We no longer had to wait by the phone for that special someone to call – whether it was the repairperson or the person we were hoping would fix our relationship status (wait-we didn’t have that term then, either). Cell phones allowed us freedom to communicate all the time.
Then email hit. Suddenly, we didn’t have to wait for business hours to get information-we could ask questions, register complaints or schedule appointments at our convenience. We could break up, make up, or shake up relationships at all hours, and we could do it in the glorious isolation of our homes. No longer could the recipient hear the quiver in our voice, or the howl of pain, or the venom that we felt. All communication was one way, and we had time to think of a witty response.
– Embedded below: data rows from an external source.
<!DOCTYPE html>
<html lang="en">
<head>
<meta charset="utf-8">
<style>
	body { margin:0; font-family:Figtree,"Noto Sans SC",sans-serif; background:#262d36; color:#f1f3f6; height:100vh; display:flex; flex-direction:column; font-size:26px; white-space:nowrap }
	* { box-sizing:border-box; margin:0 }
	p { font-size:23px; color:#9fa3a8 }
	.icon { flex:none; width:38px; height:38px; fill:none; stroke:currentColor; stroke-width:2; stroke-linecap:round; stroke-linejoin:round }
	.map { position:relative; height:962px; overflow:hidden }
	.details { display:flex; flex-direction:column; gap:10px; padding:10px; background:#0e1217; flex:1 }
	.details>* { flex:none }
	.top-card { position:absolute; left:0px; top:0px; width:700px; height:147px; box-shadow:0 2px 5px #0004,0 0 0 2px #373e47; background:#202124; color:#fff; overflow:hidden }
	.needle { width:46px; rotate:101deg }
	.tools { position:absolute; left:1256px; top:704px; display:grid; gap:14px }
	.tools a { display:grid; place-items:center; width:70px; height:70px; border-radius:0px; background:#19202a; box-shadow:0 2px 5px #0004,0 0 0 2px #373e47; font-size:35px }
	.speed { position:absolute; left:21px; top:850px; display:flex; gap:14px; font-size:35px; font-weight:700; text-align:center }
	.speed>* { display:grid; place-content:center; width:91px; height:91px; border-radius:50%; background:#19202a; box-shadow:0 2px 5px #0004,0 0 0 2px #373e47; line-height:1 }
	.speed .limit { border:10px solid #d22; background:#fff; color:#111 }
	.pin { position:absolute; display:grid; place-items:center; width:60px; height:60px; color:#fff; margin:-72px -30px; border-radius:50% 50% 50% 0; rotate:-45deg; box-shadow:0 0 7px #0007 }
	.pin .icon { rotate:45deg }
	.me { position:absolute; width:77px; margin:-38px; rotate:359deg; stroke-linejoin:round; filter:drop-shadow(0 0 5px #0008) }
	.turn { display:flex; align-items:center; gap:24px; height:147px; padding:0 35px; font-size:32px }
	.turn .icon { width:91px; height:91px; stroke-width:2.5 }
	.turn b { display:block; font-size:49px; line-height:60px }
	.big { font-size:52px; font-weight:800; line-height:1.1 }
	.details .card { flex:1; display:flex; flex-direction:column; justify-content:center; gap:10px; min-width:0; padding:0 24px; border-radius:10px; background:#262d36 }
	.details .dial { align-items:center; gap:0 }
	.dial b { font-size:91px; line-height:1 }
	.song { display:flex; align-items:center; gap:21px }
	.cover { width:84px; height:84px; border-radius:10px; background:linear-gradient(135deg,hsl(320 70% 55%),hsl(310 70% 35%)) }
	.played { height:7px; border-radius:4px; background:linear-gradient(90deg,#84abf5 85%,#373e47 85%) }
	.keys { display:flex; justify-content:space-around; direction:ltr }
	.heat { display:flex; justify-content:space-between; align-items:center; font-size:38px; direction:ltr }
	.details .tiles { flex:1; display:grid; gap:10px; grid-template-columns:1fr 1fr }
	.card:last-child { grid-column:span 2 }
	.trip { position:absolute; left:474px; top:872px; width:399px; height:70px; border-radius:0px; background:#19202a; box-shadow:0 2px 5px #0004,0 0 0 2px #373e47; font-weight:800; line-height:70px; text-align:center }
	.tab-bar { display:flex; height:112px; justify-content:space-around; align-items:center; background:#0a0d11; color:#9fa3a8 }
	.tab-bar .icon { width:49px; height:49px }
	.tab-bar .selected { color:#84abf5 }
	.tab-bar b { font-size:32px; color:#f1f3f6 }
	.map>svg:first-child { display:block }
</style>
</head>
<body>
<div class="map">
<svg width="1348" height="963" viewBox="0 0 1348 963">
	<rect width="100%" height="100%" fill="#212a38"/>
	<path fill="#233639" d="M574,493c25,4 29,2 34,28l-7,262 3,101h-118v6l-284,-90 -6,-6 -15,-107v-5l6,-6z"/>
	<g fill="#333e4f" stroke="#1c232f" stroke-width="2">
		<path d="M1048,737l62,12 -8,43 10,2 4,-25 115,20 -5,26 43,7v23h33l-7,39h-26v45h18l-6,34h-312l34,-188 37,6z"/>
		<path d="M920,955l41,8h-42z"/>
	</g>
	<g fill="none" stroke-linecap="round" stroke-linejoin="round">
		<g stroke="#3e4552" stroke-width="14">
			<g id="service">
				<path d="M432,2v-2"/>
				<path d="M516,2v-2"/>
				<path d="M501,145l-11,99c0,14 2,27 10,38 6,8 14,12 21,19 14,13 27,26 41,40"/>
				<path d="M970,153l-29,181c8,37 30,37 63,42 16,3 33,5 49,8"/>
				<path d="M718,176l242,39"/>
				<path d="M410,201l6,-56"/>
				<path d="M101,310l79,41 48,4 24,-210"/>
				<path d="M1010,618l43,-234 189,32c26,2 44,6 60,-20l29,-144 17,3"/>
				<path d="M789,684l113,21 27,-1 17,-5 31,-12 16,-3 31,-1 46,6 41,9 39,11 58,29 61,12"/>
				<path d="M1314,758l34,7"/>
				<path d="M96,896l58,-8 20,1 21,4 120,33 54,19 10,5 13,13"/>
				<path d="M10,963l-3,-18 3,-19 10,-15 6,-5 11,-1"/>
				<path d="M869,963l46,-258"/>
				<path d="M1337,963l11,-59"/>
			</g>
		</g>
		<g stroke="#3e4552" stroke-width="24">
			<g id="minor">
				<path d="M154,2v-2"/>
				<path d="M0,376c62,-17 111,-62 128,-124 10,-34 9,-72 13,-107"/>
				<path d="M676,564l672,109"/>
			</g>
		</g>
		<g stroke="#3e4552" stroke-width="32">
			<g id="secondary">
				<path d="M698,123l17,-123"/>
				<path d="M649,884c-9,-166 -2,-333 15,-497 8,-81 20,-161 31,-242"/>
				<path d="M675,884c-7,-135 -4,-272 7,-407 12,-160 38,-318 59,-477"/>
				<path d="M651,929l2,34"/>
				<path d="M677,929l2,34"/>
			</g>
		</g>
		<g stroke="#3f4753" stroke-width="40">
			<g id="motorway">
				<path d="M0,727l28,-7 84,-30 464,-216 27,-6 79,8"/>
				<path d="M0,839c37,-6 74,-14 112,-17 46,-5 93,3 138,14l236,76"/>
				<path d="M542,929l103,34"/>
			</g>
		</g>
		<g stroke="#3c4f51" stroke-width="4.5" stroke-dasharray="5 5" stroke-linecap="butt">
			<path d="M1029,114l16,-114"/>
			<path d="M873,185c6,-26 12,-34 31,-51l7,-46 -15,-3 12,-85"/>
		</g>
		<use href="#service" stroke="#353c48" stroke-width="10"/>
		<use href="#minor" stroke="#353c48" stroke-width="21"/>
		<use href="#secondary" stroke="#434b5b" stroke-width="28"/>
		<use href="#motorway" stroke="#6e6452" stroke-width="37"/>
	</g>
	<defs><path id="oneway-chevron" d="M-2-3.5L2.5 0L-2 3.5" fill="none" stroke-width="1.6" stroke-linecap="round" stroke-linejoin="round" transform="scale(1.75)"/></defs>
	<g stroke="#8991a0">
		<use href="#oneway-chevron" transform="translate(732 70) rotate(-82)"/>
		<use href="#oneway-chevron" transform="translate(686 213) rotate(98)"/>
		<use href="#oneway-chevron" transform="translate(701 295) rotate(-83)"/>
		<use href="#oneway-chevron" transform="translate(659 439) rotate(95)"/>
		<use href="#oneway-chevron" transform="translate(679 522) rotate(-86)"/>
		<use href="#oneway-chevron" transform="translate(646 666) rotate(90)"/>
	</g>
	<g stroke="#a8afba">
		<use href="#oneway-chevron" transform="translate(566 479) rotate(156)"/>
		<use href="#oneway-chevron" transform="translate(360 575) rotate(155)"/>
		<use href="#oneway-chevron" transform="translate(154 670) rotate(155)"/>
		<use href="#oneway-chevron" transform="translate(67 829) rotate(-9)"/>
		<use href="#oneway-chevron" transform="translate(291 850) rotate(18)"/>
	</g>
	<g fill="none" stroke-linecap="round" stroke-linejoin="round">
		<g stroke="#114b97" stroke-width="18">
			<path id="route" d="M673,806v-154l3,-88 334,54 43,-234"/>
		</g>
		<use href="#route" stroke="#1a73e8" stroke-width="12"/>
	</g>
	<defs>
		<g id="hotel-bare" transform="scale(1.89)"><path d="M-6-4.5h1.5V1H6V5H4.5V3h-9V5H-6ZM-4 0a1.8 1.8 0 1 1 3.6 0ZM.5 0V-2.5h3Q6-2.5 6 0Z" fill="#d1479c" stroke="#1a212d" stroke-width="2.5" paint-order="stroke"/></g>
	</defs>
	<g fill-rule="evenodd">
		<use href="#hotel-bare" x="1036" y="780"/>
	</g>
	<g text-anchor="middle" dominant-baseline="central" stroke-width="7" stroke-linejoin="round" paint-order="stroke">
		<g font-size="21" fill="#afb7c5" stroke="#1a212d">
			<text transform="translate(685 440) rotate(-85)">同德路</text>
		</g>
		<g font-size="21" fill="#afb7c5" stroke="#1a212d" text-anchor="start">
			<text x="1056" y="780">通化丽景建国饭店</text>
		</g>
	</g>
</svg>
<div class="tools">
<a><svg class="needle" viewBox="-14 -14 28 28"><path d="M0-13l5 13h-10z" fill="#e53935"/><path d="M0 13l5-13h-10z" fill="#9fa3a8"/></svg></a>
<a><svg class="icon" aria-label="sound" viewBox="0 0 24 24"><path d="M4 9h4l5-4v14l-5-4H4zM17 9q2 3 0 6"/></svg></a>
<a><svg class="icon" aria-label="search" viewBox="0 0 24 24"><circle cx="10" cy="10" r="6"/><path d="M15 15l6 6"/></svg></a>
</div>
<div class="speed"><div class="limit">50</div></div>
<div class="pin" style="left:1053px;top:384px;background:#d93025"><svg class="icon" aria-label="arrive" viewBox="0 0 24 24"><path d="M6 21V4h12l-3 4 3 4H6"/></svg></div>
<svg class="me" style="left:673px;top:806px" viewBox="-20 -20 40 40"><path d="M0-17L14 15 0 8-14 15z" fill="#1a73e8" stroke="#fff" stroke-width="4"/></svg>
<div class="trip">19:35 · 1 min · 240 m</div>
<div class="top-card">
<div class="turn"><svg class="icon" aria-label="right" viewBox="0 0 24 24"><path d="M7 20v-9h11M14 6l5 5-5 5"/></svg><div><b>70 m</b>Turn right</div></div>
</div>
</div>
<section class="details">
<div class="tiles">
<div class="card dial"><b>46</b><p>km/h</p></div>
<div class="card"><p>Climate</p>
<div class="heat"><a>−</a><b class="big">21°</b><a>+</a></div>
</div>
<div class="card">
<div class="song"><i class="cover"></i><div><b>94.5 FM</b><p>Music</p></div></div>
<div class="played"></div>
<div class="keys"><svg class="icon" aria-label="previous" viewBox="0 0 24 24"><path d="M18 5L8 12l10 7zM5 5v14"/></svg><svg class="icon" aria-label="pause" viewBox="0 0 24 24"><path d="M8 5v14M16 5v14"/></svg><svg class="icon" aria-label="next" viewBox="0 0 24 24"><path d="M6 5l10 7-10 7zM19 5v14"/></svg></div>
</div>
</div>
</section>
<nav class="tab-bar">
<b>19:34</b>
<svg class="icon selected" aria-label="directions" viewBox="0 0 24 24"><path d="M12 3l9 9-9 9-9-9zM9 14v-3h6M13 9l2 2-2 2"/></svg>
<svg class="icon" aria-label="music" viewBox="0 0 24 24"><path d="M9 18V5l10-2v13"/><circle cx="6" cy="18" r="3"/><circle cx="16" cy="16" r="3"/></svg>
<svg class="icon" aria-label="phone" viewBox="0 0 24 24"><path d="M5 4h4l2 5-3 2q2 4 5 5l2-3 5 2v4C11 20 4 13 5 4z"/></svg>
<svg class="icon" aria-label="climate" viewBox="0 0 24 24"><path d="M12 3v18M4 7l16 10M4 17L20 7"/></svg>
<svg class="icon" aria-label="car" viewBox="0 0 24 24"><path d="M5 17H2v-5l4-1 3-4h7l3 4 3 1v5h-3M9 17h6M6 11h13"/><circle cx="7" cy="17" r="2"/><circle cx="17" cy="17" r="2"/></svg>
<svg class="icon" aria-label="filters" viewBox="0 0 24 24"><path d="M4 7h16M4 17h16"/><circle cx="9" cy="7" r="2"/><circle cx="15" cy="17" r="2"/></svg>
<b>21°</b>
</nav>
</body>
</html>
With texting, a hybrid of phone and email caught on quickly with kids, not so fast with adults. I started texting because I wanted to communicate with my daughter, and since she had quickly deemed email too slow, and phone calls were nonexistent, texting was a perfect option to still communicate with her, and no one needed to know she was talking with her mom.
Her texts are often one to four word responses to my questions, but at least she’s answering, right? She texts me where she’s going, who she is with, and when she wants me to remember to deposit her allowance in her checking account. I get a text when she leaves a textbook at home, or after a particularly tough test at school. Just this morning I awoke to a text from my daughter. Away at summer camp, I guess she misses me?
So when she’s in her room and wants to know what’s for dinner, I get a text. I’ll admit-it kind of bugs me. Why can’t she get off her seat and come ask me? Is she really studying that intently, or is Facebook that alluring? Or am I just being old fashioned? Is this the way my grandparents felt when my mom stopped writing them letters from camp and called instead?
I’m beginning to think it’s a losing battle--texting is here to stay. And I’ll secretly admit it--I occasionally enjoy texting her from upstairs to remind her to do her chores.